- Stylistic origins: Techno; trance; hard trance; psychedelic music;
- Cultural origins: Late 1990s, Europe
- Typical instruments: Synthesizer, drum machine, sequencer, sampler
- Derivative forms: electro trance; big room trance; psy-tech trance; peak time techno;

= Tech trance =

Subgenre of trance music

Tech trance, is a subgenre within electronic dance music that draws upon the techno and trance genres as the name suggests.

==History==
Tech trance was pioneered by Oliver Lieb among others in the late 1990s. Tech trance evolved in a new direction during the early 2000s.

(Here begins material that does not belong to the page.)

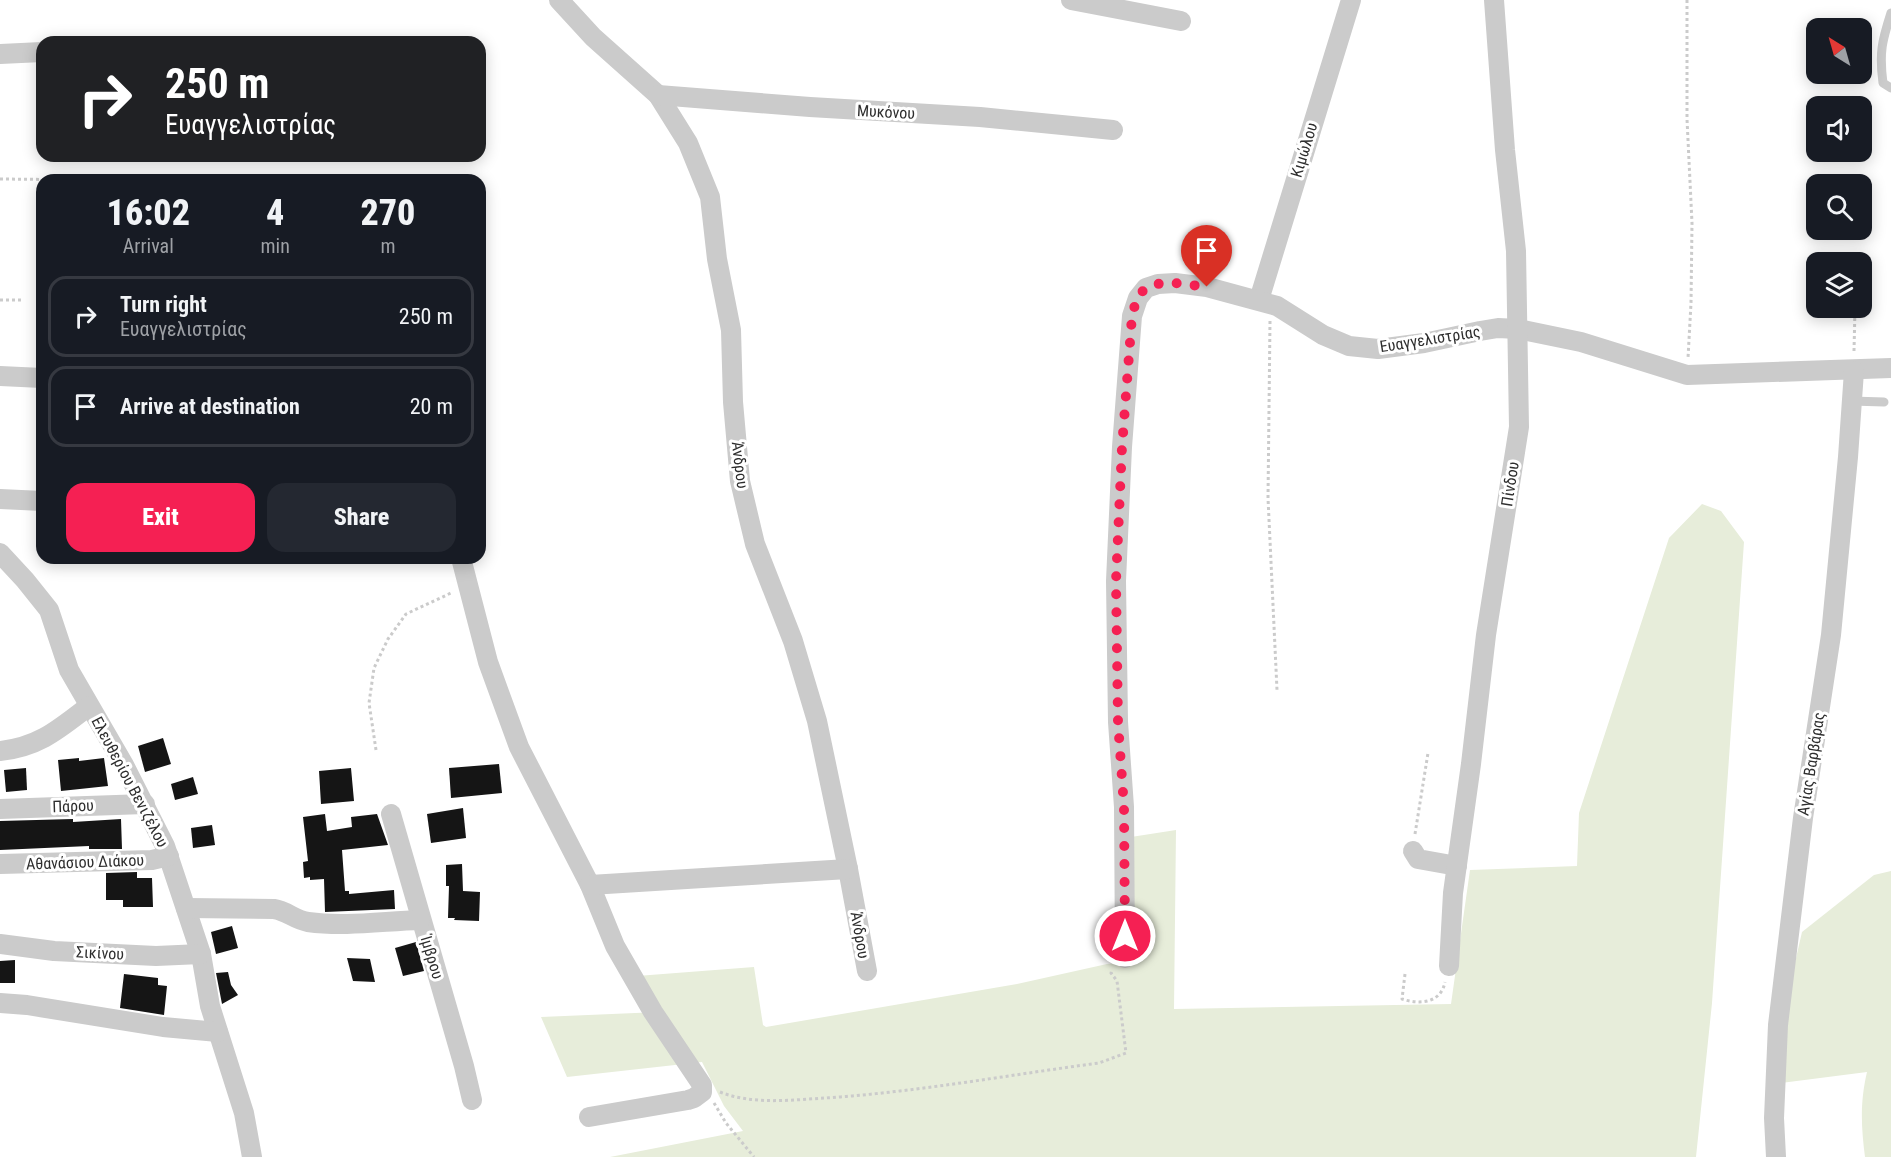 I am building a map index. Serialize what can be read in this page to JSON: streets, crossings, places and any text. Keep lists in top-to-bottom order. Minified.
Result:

By 2006, the most widespread variant of trance was the still growing and evolving genre of tech trance, pioneered by the likes of producers such as Bryan Kearney, Marco V, Tempo Giusto and Mark Sherry.

==Style==
Defining features of tech trance are complex, electronic rhythms, heavily quantised and usually driven by a loud kick drum, with filtered, dirty or slightly distorted hi-hat sounds and claps; harder synth sounds, usually with a large amount of resonance or delay; minimal pads, often with sidechaining to increase the volume of the beat. While earlier variants of trance often featured piano, strings or acoustic guitar, tech trance almost exclusively features synthesized sound, though electric guitar sounds occasionally feature.